• Activity
An exact reprint of every record below is required, with the pictures left out.
________________________________________
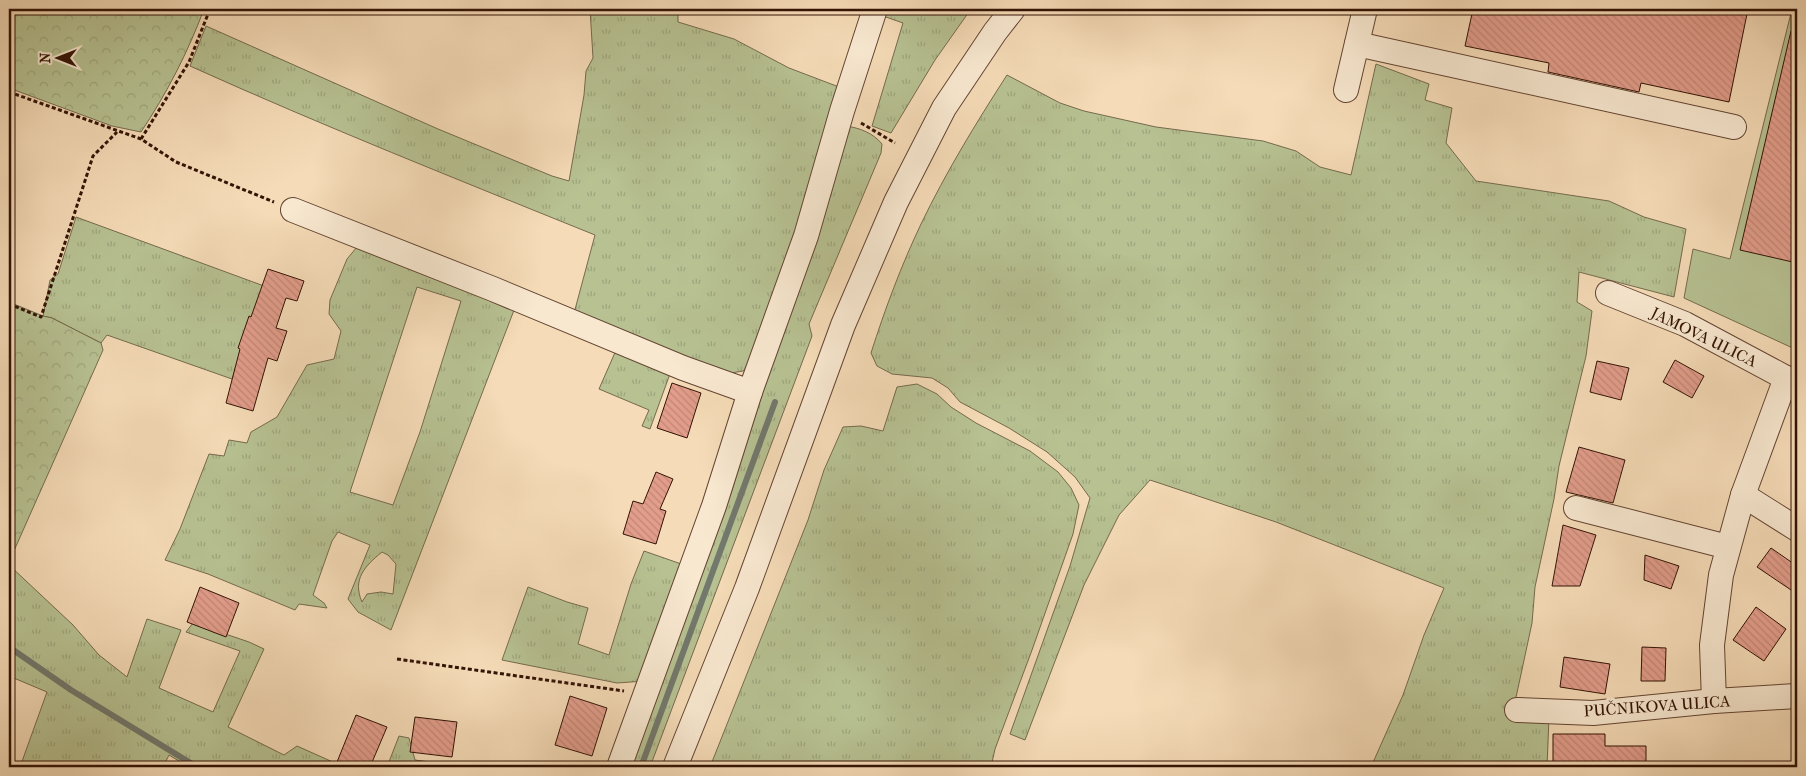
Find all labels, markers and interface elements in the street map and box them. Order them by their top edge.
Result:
north arrow [32,32,82,82]
text: N [37,52,54,63]
street label: JAMOVA ULICA [1646,302,1761,371]
street label: PUČNIKOVA ULICA [1583,690,1732,721]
________________________________________
• Result of this exercise
Find all labels, markers and interface elements in the street map and box them. Order them by their top edge.
Result:
north arrow [32,32,82,82]
text: N [37,52,54,63]
street label: JAMOVA ULICA [1646,302,1761,371]
street label: PUČNIKOVA ULICA [1583,690,1732,721]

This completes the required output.